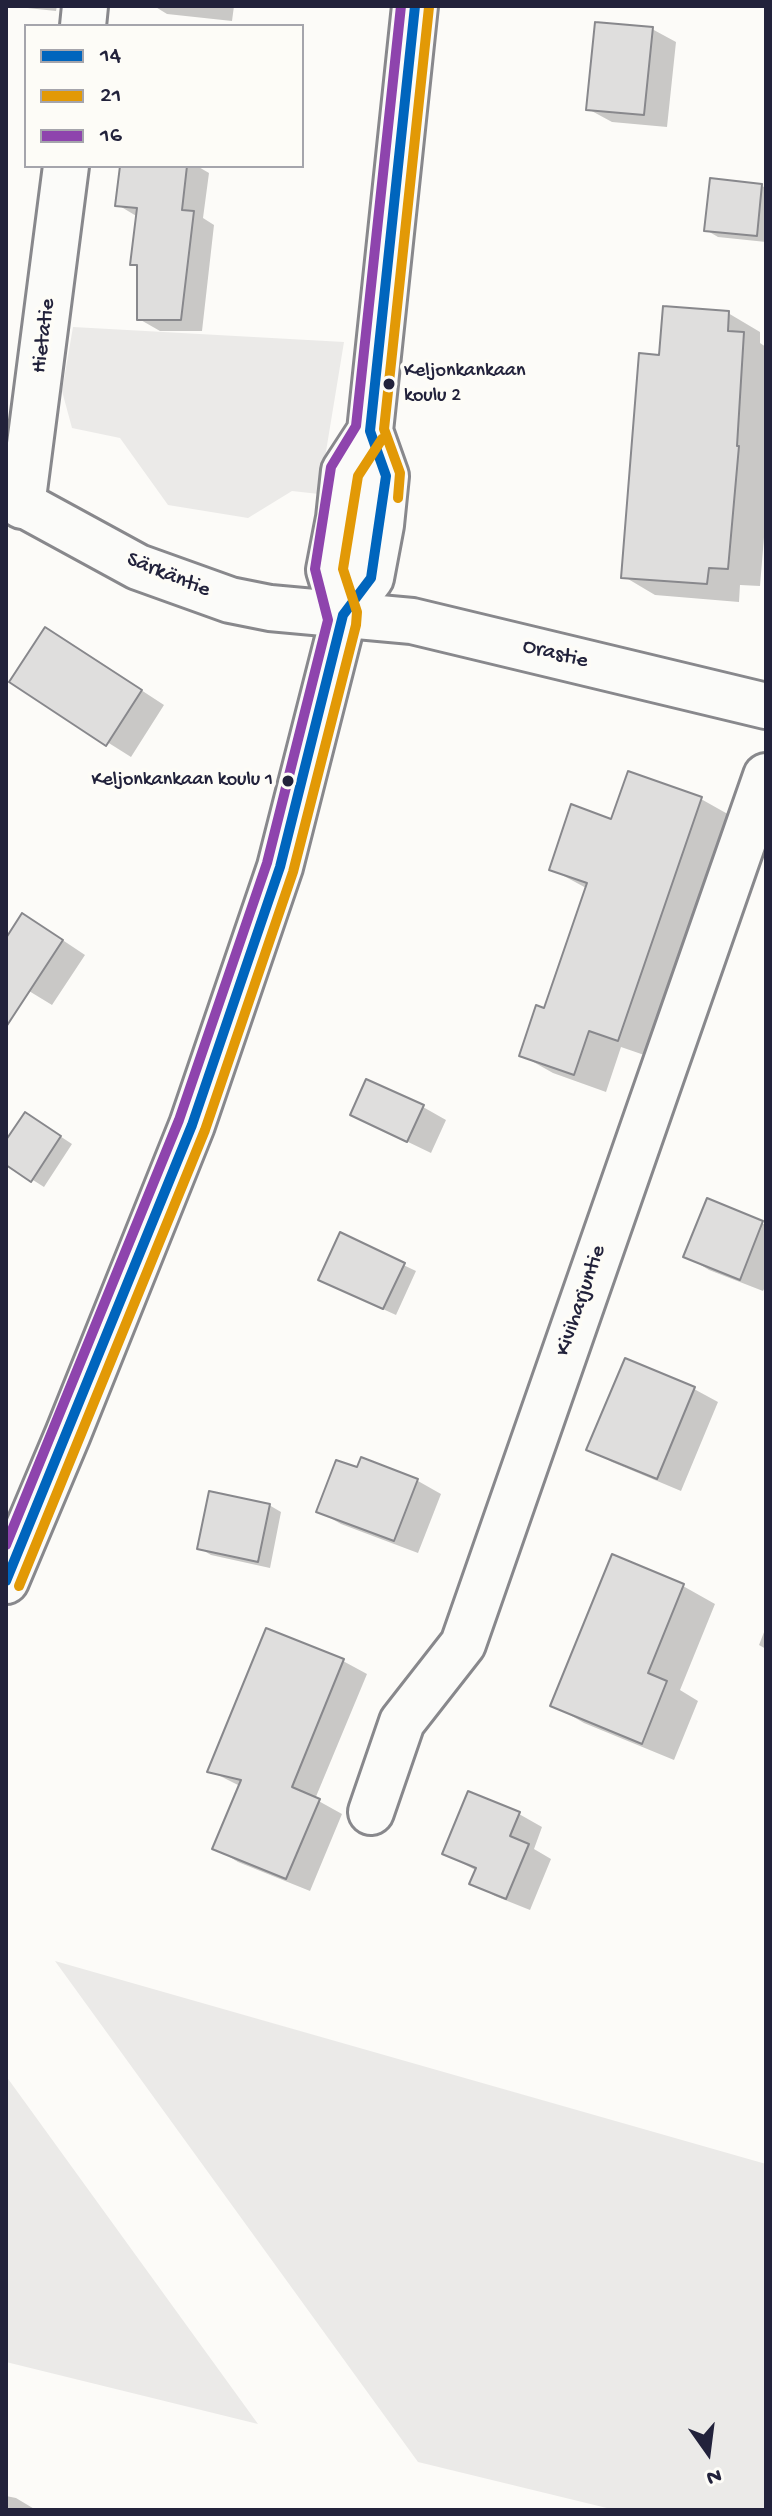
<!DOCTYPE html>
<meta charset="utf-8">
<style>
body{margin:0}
#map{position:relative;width:772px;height:2516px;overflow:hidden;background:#fcfbf8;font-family:"Gochi Hand",sans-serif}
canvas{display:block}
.frame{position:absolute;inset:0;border:8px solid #22223b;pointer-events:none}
.legend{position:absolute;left:24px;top:24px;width:280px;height:144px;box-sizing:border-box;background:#fdfcf7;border:2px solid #a5a5ac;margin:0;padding:10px 14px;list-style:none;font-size:24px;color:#22223b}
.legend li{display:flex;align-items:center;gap:16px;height:40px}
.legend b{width:40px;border:2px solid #a5a5ac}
.north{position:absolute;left:668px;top:2412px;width:80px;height:80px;-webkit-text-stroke:6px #fdfcf7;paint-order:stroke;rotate:166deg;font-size:22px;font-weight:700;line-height:32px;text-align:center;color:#22223b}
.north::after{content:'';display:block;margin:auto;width:28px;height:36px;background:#22223b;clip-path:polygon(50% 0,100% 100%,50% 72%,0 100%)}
</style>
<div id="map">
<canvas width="772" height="2516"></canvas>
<div class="frame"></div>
<ul class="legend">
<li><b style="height:10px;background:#0065bd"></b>14</li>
<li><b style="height:10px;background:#e29906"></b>21</li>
<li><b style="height:10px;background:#8e44ad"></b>16</li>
</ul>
<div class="north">N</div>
</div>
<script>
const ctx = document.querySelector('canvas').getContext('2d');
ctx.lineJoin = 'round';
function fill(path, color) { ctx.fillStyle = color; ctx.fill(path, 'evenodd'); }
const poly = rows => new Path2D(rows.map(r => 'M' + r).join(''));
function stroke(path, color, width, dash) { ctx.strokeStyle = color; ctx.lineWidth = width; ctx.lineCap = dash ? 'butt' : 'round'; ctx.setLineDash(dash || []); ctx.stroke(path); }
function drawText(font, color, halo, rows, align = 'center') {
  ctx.font = font + ' "Gochi Hand",sans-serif'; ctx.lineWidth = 8; ctx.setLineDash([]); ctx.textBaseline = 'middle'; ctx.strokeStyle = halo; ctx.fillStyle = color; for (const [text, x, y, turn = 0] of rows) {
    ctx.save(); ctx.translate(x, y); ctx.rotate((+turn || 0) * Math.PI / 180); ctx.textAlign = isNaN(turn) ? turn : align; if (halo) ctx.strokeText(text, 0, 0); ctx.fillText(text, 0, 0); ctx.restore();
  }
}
fill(poly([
 [73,327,344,342,319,494,292,491,248,518,168,505,120,438,72,428,62,391],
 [55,1961,766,2164,766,2510,615,2510,418,2462],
 [6,2076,258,2424,6,2362]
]), '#ebeae8');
fill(poly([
 [8,6,57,6,56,11],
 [154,6,234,6,232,21,167,14],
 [652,29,676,42,667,127,612,122,588,109],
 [122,166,197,166,209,173,203,218,214,225,202,331,160,331,139,319,139,268,132,264,138,217,118,205],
 [762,186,766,188,766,242,718,237,706,230],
 [728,313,760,332,760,343,766,347,766,513,760,586,740,585,739,602,655,595,623,576,660,357],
 [69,643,164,705,131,757,12,682],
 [701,799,733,817,650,1057,621,1047,606,1092,553,1073,521,1055,546,1010,588,889,551,869,613,821],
 [46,929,85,955,52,1005,6,977,6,942],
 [423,1107,446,1120,431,1153,352,1115],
 [37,1121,72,1144,44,1187,6,1163,6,1144],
 [708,1201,766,1225,766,1285,763,1291,709,1270,686,1256],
 [340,1235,416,1271,396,1315,332,1286],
 [626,1360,694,1389,718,1402,681,1491,612,1462,589,1449],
 [362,1459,418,1481,441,1494,418,1553,341,1524,318,1511,358,1470],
 [269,1505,281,1512,270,1568,211,1555,199,1548],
 [683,1586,715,1604,680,1690,698,1701,674,1760,584,1723,553,1705],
 [766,1627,766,1649,759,1645],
 [267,1630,343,1661,367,1674,315,1799,342,1814,310,1891,238,1862,215,1848,240,1786,210,1771],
 [519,1814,542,1827,534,1849,551,1859,530,1910,495,1896,472,1883,477,1871,444,1853],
 [6,2496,16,2498,36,2510,6,2510]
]), '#0003');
const building = poly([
 [595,22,653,27,644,115,586,110,595,22],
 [120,166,187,166,182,210,194,211,181,320,137,320,137,265,130,265,137,208,115,206,120,166],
 [710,178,762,184,757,236,704,231,710,178],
 [663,306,729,311,728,331,744,332,737,446,739,446,728,569,709,568,707,584,621,578,639,353,659,355,663,306],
 [45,627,142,690,106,746,9,682,45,627],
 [628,771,702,797,618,1041,589,1031,574,1075,519,1056,536,1005,544,1008,587,883,549,870,571,804,611,819,628,771],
 [22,913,63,940,6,1027,6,938,22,913],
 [366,1079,424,1105,407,1142,350,1115,366,1079],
 [25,1112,61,1136,31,1182,6,1165,6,1140,25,1112],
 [707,1198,763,1221,740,1280,683,1257,707,1198],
 [340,1232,405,1263,383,1309,318,1280,340,1232],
 [625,1358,695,1387,657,1479,586,1450,625,1358],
 [361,1457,418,1479,394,1541,316,1512,336,1460,357,1467,361,1457],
 [209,1491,270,1504,258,1562,197,1549,209,1491],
 [612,1554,684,1584,648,1673,667,1681,642,1744,550,1706,612,1554],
 [266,1628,344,1659,292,1787,320,1799,286,1879,212,1849,241,1780,207,1772,266,1628],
 [468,1791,520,1812,510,1836,529,1844,506,1899,469,1884,476,1868,442,1854,468,1791]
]);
fill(building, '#dfdedd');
stroke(building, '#88888c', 2);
const minor = poly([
 [83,26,85,6],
 [6,495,138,567,230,600,270,608,412,621,766,706],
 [22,506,66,166],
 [371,1812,402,1722,463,1644,766,776]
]);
const secondary = poly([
 [343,615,371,578,381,525,386,476,370,431,415,6],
 [6,1581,68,1434,192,1125,280,867,342,623,343,615,329,570,339,518,344,471,370,431]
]);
stroke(minor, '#88888c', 50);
stroke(secondary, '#88888c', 50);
stroke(minor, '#fbfbf9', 44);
stroke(secondary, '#fbfbf9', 44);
stroke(poly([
 [6,1581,192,1125,280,867,343,615,371,578,386,476,370,431,415,6]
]), '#0065bd', 10);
stroke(poly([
 [398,498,400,473,384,429,429,7],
 [19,1586,205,1130,293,872,356,625,357,612,343,569,358,476,382,439]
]), '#e29906', 10);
stroke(poly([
 [6,1545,179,1120,267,863,328,620,315,569,331,467,356,426,401,6]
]), '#8e44ad', 10);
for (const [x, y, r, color] of [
 [389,384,7,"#22223b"],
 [288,781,7,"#22223b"]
]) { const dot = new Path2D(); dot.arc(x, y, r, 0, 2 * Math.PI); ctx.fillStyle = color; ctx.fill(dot); stroke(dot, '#fdfcf7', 3); }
drawText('20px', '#22223b', '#fdfcf7', [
 ["Keljonkankaan",404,372],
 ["koulu 2",404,397],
 ["Keljonkankaan koulu 1",273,781,"right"]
], 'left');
drawText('22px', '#22223b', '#fdfcf7', [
 ["Hietatie",45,336,-83],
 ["Särkäntie",168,576,22],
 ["Orastie",555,655,14],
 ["Kiviharjuntie",582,1301,-71]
]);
</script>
--------------------------------
From the records above, return each line that has the string "setLineDash".

function stroke(path, color, width, dash) { ctx.strokeStyle = color; ctx.lineWidth = width; ctx.lineCap = dash ? 'butt' : 'round'; ctx.setLineDash(dash || []); ctx.stroke(path); }
  ctx.font = font + ' "Gochi Hand",sans-serif'; ctx.lineWidth = 8; ctx.setLineDash([]); ctx.textBaseline = 'middle'; ctx.strokeStyle = halo; ctx.fillStyle = color; for (const [text, x, y, turn = 0] of rows) {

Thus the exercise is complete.